In a good sign for the resilience of the U.S. economy but a bad omen for mortgage rates, an official reading of gross domestic product came in hotter than expected last week — mortgage rates are rising again. The average rate on 30-year mortgages increased to 6.95 percent this week, up from 6.84 percent last week, according to Bankrate’s national survey of large lenders.
The movement comes as the official inflation number fell to 4 percent for May, and as the Fed decided to hit the pause button after raising rates at 10 consecutive meetings in 2022 and 2023.
The Federal Reserve took a break from inflation-fighting last month, but the mortgage market seems to think the central bank will resume rate increases this month. As a result of last week’s strong reading for economic output, says Michael Becker of Sierra Pacific Mortgage, “Mortgage rates are the worst they’ve been in months.”
Mortgage rates remain chained to inflation, says Greg McBride, Bankrate’s chief financial analyst. “Until core inflation moves materially lower, mortgage rates are unlikely to move materially lower,” McBride says.
The Fed has been acting aggressively to control inflation. While its policy guides the mortgage market, the Fed doesn’t directly set fixed mortgage rates. The most relevant benchmark is the 10-year Treasury yield, which has bounced around in recent weeks.
— Greg McBride, Bankrate chief financial analyst
Mortgage rates rose steeply for most of 2022, topping 7 percent in November before retreating.
What happened to mortgage rates this week
The 30-year fixed mortgages in this week’s survey had an average total of 0.34 discount and origination points.
Over the past 52 weeks, the benchmark 30-year fixed-rate mortgage has averaged 6.51 percent. A year ago, the 30-year fixed-rate mortgage was 5.55 percent. Four weeks ago, the rate was 6.91 percent. The 30-year fixed-rate average for this week is 1.4 percentage points higher than the 52-week low of 5.55 percent.
As for other loans:
How mortgage rates affect home affordability
The national median family income for 2023 is $96,300, according to the U.S. Department of Housing and Urban Development, and the median price of an existing home sold in April 2023 was $388,800, according to the National Association of Realtors. Based on a 20 percent down payment and a mortgage rate of 6.95 percent, the monthly payment of $2,059 amounts to 26 percent of the typical family’s monthly income.
A year ago, median family income was $90,000, the median home price was $395,500 and the average mortgage rate was 4.95 percent. Buying the typical home then required 23 percent of a family’s monthly income.
Where mortgage rates are headed
Experts expected to see rates decrease by the end of 2023 as the Fed’s round of rate hikes draws to an end, but the resilience of the U.S. economy is throwing a wrinkle into those expectations. The job market remains strong, and the U.S. economy has yet to fall into recession. Now, though, opinions are mixed about what the Fed will do at its July 26 meeting.
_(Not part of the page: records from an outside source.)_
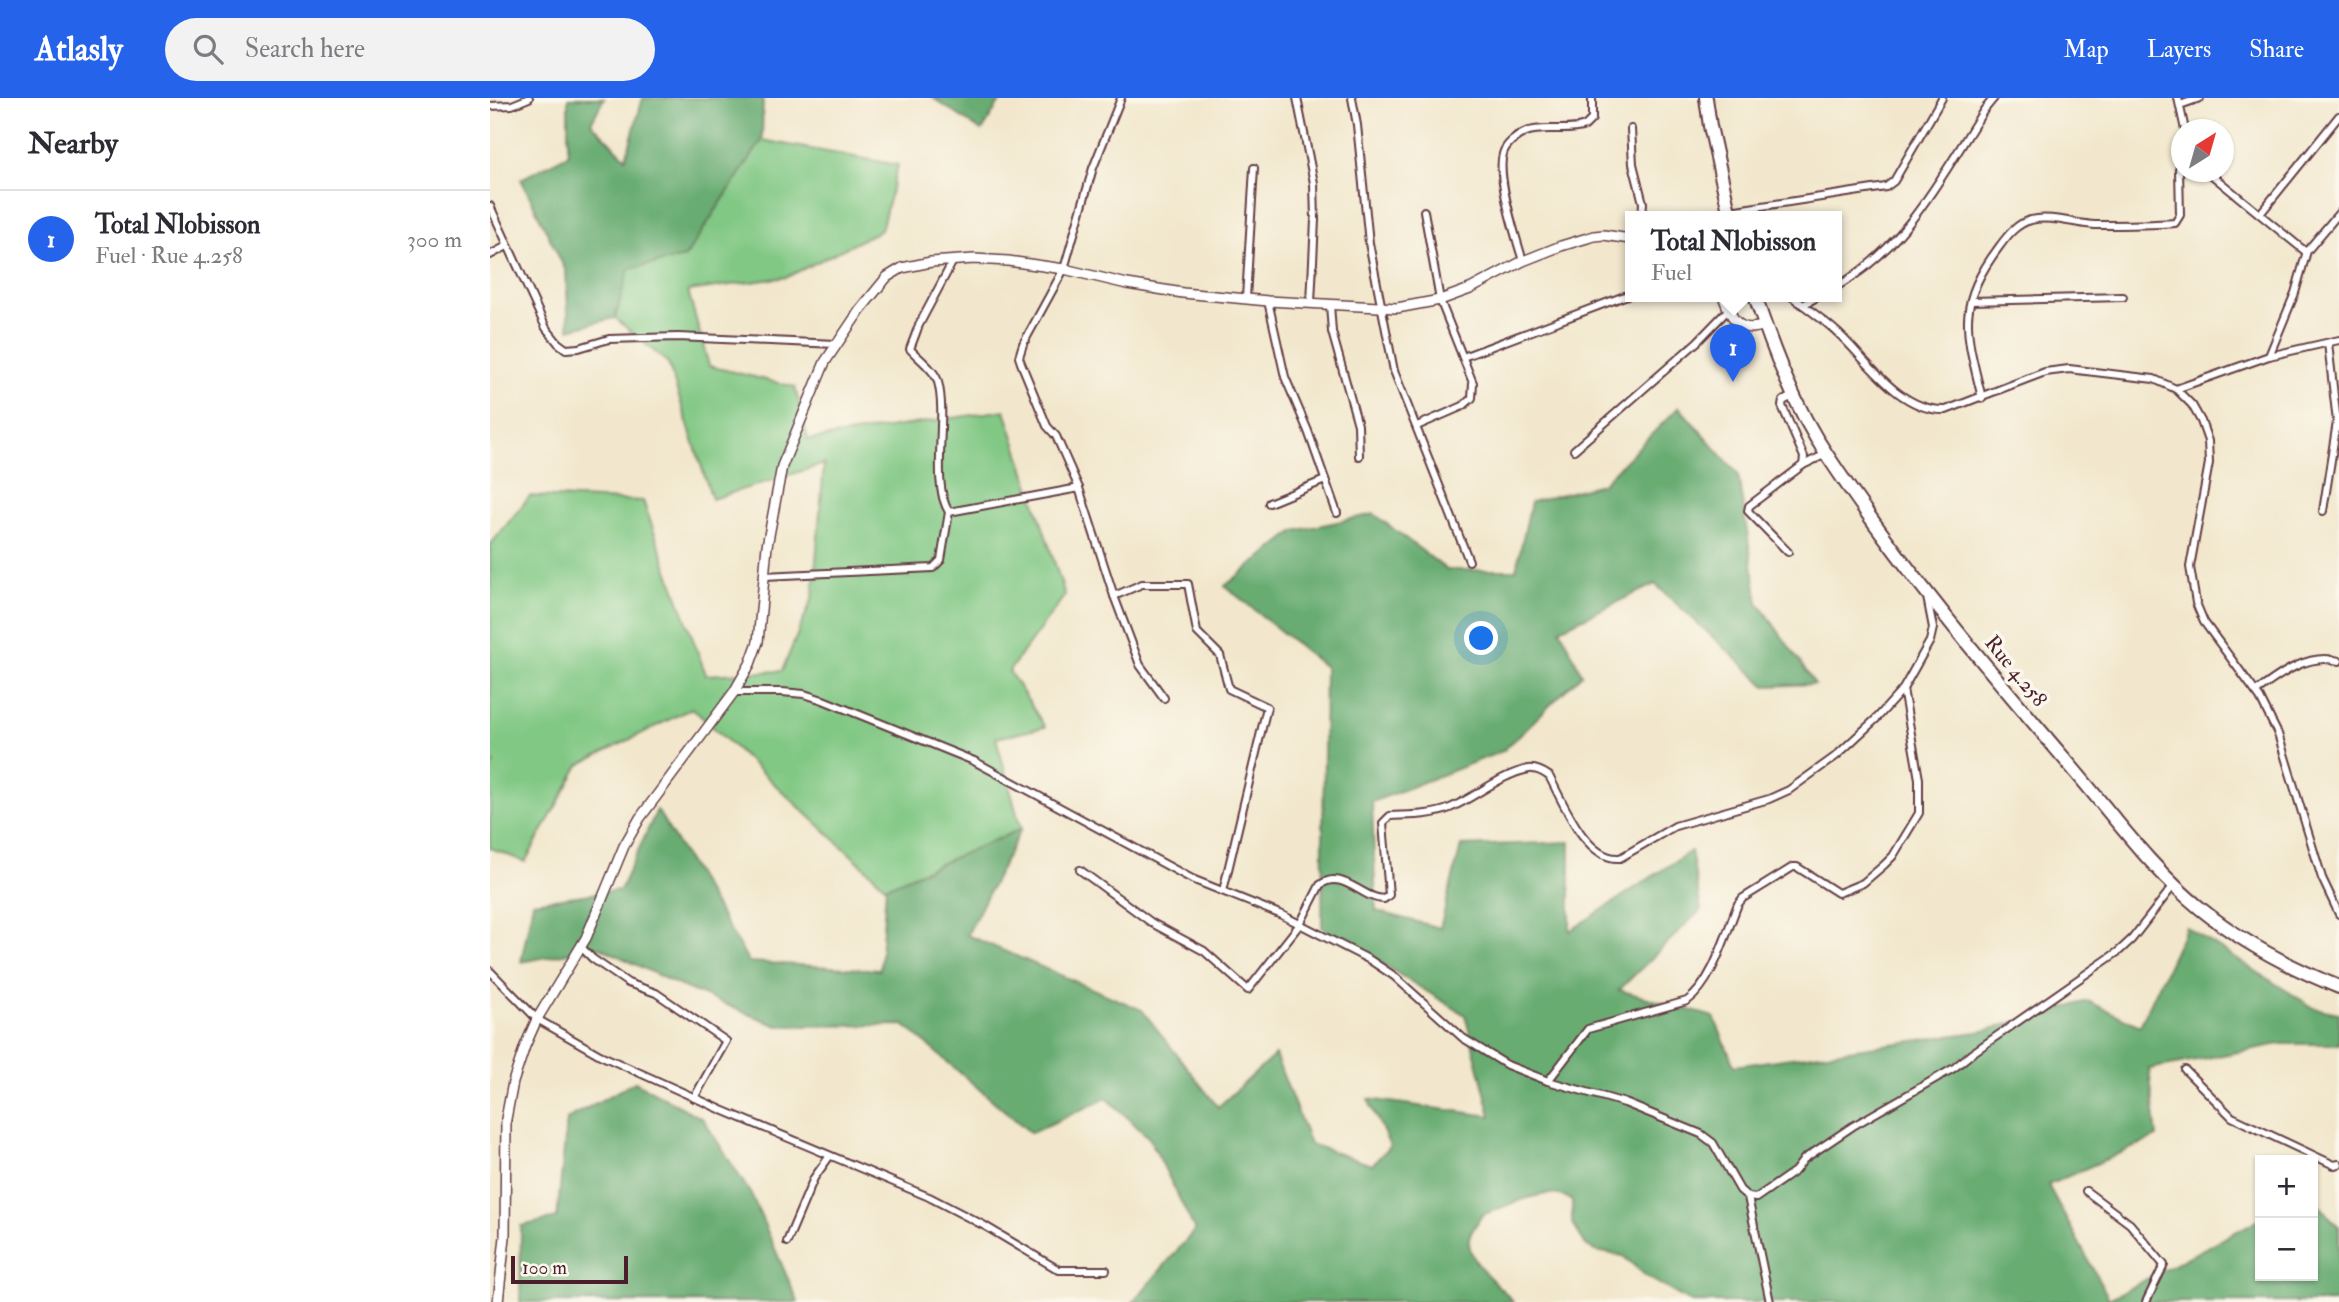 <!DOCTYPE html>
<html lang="en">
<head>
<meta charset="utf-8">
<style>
  :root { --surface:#fff; --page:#f2f2f3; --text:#2b2b33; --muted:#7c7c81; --line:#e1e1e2; --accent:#2563eb }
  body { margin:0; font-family:"IM FELL Double Pica",serif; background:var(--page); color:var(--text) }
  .controls { position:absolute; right:21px; bottom:21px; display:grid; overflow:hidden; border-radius:0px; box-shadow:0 2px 5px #0004 }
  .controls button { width:63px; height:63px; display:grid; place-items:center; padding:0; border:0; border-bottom:2px solid var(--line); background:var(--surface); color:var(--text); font:35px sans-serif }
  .compass { position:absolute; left:1681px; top:21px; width:63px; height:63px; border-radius:50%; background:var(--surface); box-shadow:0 2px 5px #0004; rotate:37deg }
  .scale { position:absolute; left:21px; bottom:18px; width:117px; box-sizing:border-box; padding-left:7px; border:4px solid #4a1f2b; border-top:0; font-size:19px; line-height:24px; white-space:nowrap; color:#4a1f2b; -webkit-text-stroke:5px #fbf7ec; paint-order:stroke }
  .you { position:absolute; left:992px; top:541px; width:24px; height:24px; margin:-18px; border:5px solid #fff; border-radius:50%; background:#1a73e8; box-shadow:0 0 0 10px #1a73e833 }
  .badge { display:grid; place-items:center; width:46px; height:46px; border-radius:50%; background:var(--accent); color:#fff; font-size:23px; font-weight:700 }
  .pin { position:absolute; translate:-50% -58px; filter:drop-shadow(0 2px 4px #0008) }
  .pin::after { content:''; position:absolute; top:37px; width:24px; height:21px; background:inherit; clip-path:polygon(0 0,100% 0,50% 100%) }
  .popup { position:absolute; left:1135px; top:113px; width:217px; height:91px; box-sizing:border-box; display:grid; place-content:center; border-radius:0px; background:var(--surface); filter:drop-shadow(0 2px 5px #0005); font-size:23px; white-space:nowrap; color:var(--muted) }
  .popup b { font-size:26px; color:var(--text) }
  .popup::after { content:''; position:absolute; left:50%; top:100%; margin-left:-14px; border:14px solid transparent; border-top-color:var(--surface) }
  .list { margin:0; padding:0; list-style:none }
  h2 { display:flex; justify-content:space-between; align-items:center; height:91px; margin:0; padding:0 28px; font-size:30px }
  h2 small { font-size:23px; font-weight:400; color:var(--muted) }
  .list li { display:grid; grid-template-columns:46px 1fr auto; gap:21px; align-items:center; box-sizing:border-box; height:98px; padding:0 28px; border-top:2px solid var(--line) }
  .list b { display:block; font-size:26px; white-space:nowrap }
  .list p { margin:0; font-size:23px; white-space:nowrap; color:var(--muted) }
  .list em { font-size:23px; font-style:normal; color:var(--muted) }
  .icon { flex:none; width:38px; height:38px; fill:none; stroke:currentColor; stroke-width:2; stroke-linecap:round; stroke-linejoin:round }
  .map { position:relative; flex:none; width:1849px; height:1204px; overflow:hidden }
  header { display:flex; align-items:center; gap:42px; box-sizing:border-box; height:98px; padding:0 35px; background:var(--accent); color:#fff }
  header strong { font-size:33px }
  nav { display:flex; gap:38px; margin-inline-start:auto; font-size:24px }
  .search { width:490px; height:63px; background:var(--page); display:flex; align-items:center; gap:18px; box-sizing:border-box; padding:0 24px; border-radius:38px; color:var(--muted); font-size:26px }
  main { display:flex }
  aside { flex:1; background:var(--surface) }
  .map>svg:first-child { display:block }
  .green { fill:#81c884; stroke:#667458; stroke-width:2 }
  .forest { fill:#68ac72; stroke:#59664e; stroke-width:2 }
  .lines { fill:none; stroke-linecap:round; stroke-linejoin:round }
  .street-casing { stroke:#633d43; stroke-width:10 }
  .secondary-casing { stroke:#633d43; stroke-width:12 }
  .highway-casing { stroke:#633d43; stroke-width:16 }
  .street { stroke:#fff; stroke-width:6 }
  .secondary { stroke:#fff; stroke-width:9 }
  .highway { stroke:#fff; stroke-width:12 }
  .labels { text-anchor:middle; stroke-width:7; stroke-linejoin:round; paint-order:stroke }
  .street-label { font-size:21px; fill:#4a1f2b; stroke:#fbf7ec }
</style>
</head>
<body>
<header>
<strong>Atlasly</strong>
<div class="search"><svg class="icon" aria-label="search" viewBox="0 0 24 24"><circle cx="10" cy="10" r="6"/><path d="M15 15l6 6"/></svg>Search here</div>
<nav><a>Map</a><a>Layers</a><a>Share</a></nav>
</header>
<main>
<aside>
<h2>Nearby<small></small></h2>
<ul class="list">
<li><span class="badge">1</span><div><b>Total Nlobisson</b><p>Fuel · Rue 4.258</p></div><em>300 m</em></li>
</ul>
</aside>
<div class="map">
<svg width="1849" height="1204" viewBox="0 0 1849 1204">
  <rect width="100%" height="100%" fill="#fbf7ec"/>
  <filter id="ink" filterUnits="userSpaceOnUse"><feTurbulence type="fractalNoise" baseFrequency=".0143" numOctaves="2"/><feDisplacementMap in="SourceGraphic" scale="14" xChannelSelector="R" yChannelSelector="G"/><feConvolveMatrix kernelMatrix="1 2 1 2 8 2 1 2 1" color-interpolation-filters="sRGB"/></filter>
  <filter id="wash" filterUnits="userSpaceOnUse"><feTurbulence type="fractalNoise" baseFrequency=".00686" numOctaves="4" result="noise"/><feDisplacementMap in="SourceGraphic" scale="28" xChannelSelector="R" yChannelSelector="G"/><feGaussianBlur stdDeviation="1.57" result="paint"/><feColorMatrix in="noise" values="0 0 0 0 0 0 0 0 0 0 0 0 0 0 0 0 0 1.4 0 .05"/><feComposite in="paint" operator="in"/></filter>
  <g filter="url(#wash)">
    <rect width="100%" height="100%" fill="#f2e7cc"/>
    <polygon class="green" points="272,42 408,67 391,132 297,179 198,193 219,268 305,289 318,342 515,312 575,497 519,573 555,629 506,640 531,731 396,789 202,610 89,667 35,764 0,750 0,671 4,665 0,663 0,447 40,398 153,403 216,577 292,573 323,499 334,366 222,401 178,265 125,220 138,171 195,159"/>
    <g class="forest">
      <polygon points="78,0 114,0 101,25 136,60 153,0 273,0 272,42 195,159 139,171 125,220 79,231 76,173 31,81 78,57"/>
      <polygon points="443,0 512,0 492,33"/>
      <path d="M1189 309 1248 376 1268 504 1325 586 1276 588 1165 486 1070 531 1092 576 1013 653 882 704 886 813 950 830 971 748 1080 744V833L1201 753 1211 812 1129 892 1224 919 1244 968 1494 933 1598 903 1650 928 1696 829 1824 910 1849 915V946H1790L1659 971 1667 1039 1558 1087 1619 1201 1770 1121V1178H1823V1101L1849 1129V1204H1200L1156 1178 1133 1158 1106 1153 1096 1147 1082 1125V1103C1061 1084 1016 1109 992 1117 988 1124 980 1134 979 1141 977 1166 1010 1186 1023 1204H643L705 1132 660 1041 617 1000 541 1035 414 927 288 928 186 886 110 849 31 864 43 804 130 792 167 712 259 864 390 872 396 789 531 731 477 837 652 912 728 1009 785 957 820 1046 882 1067 900 1048 878 1001 1001 1018 975 917 832 829 835 569 735 488 805 433 884 416 957 472H1026L1041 404 1112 386Z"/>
      <polygon points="145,984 213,1021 262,1098 308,1204 30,1204 31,1128 67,1120 77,1021"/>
    </g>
  </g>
  <g filter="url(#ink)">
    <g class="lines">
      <defs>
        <g id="street">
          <polyline points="807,0 824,85 825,122 821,205"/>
          <polyline points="862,0 867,27 879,145 904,273 979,463"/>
          <polyline points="1688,0 1695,32"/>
          <polyline points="1690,7 1710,0"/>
          <polyline points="0,8 22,7 39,0"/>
          <polyline points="1141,31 1143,66 1153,105 1152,118"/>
          <polyline points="1718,74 1816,154"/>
          <polyline points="0,108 56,230 68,245 76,251 89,250 119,241 188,239 346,246"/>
          <polyline points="1240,113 1396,89 1404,83 1452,0"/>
          <polyline points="1770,116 1849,18"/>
          <polyline points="0,157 17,148"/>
          <path d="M1033 163C1026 140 1006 78 1013 56 1015 47 1026 38 1036 34 1054 27 1076 35 1095 28L1102 21V0"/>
          <path d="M1346 189C1416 150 1452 77 1494 12L1504 0"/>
          <path d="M1301 198C1317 210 1334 222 1348 235 1378 263 1410 314 1456 312L1555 274 1579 271 1664 281 1686 291 1702 307 1711 323 1718 343 1719 365 1700 469 1706 505 1714 524 1770 600 1788 636 1832 780 1849 816"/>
          <polyline points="756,200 764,70"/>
          <polyline points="778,203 795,279 818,333 847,415"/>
          <polyline points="1481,203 1633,199"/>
          <polyline points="840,206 842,234 868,327 869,358"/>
          <polyline points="1313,207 1329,198"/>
          <polyline points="1779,258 1805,195 1817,153 1849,115"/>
          <polyline points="973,259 1140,196"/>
          <polyline points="1686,291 1779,258 1849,242"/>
          <path d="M1492 300C1476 234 1465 208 1509 149 1517 138 1527 125 1541 122 1561 117 1585 126 1605 127 1631 127 1659 127 1685 125L1690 117 1689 71"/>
          <polyline points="927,328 973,308 982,300 983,285 950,202 934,113"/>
          <polyline points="1084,352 1207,244 1238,212"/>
          <polyline points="1313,367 1336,356"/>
          <polyline points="589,390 566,338 557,328 531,265 529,259 533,246 574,171 603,70 631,0"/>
          <polyline points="779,405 835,382"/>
          <polyline points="1833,413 1847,324 1838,245"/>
          <path d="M459 414C440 385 458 321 448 284 446 273 428 260 420 251L429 227 463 163"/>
          <polyline points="1298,454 1258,413 1259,408 1313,367 1314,359 1292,308 1293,303 1304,297"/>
          <polyline points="274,478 443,470 451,462 459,414 589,390 624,498 650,567 674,600"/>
          <polyline points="624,498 652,486 698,486 707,534 730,557 739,591 777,609 733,793"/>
          <polyline points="244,594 292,594 314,596 333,602 484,663 702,781 792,817 880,862 904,878 973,940 1017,967 1058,983 1135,1005 1211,1036 1223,1045 1250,1092 1258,1099 1266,1100 1305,1073 1314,1061 1363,1028 1464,970 1481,956 1629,853 1642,841 1684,787"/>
          <path d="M1766 594C1789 577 1818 554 1849 563"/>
          <path d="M590 772 662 825 714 853 758 892 810 826 830 787C852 770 872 801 894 801L899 797 893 725 900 718C920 717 941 718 960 710 986 699 1011 676 1039 671 1046 670 1053 674 1059 678 1073 704 1096 763 1130 760L1185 728 1279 701 1299 692 1346 658 1387 620 1413 591 1440 543 1443 530 1437 499"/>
          <polyline points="91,849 103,861 138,885 166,895 236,943 204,1000"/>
          <polyline points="0,873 47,921 110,957 232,1012 439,1099 495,1128 569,1172 616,1172"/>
          <polyline points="1695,972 1742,1019 1844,1067 1849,1066"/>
          <path d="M1058 983 1098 931 1197 903C1223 885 1236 835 1248 806L1253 800 1303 769H1307L1348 795 1351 794 1373 785 1394 767 1403 758 1429 715V681L1413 591"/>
          <polyline points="1596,1093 1640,1126 1674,1167 1656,1204"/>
          <polyline points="1258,1099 1280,1204"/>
          <polyline points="297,1144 324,1080 339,1059"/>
        </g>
        <g id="secondary">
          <path d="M1233 198C1241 220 1249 237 1274 227"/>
          <polyline points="8,1204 15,1139 16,1021 23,984 35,948 47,921 96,840 134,748 150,720 244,594 260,566 268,544 277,448 292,368 335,264 370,212 397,179 412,170 441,164 484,161 518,163 574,171 637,186 693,195 778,203 907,210 950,202 980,191 1033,163 1071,148 1104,138 1114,137 1140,141"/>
        </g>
        <g id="highway">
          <polyline points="1216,0 1220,28 1240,118"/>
          <path d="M1265 198C1283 252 1305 310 1337 357 1409 466 1494 567 1579 666 1622 716 1660 770 1711 811 1753 845 1799 869 1849 889"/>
        </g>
      </defs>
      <use href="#street" class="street-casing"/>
      <use href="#secondary" class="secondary-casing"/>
      <use href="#highway" class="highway-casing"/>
      <use href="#street" class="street"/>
      <use href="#secondary" class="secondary"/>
      <use href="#highway" class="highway"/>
    </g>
  </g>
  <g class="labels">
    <g class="street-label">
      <text transform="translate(1526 573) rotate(51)" y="7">Rue 4.258</text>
    </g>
  </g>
</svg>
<div class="controls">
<button>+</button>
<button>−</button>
</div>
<svg class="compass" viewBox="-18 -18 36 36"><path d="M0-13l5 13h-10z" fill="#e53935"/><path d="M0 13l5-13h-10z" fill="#7c7c81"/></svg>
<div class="scale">100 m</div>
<div class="you"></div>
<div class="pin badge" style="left:1243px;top:284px">1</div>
<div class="popup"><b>Total Nlobisson</b>Fuel</div>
</div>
</main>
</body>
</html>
Lisa Sturtevant, chief economist at Bright MLS, a large real estate listing service in the Mid-Atlantic, thinks the Fed will resume rate hakes. “The expectation is for the Fed to resume rate hikes at its July meeting,” she says. “Inflation, though down significantly from a year ago, is still higher than the Fed’s 2 percent target.”
But Mike Fratantoni, chief economist at the Mortgage Bankers Association, predicts the central bank is done raising rates.
“Inflation is coming down, but slowly. Multiple indicators suggest the economy here and abroad will slow significantly in the near term, but the job market continues to appear resilient in the most recent data,” he says. “With this muddled picture, it is not surprising that the FOMC held rates steady at its June meeting – but kept their options open for July and later this year. Nevertheless, we expect that the Fed is at the top of its rate hiking cycle.”
Methodology
The Bankrate.com national survey of large lenders is conducted weekly. To conduct the National Average survey, Bankrate obtains rate information from the 10 largest banks and thrifts in 10 large U.S. markets. In the Bankrate.com national survey, our Market Analysis team gathers rates and/or yields on banking deposits, loans and mortgages. We’ve conducted this survey in the same manner for more than 30 years, and because it’s consistently done the way it is, it gives an accurate national apples-to-apples comparison. Our rates differ from other national surveys, in particular Freddie Mac’s weekly published rates. Each week Freddie Mac surveys lenders on the rates and points based on first-lien prime conventional conforming home purchase mortgages with a loan-to-value of 80 percent. “Lenders surveyed each week are a mix of lender types — thrifts, credit unions, commercial banks and mortgage lending companies — is roughly proportional to the level of mortgage business that each type commands nationwide,” according to Freddie Mac.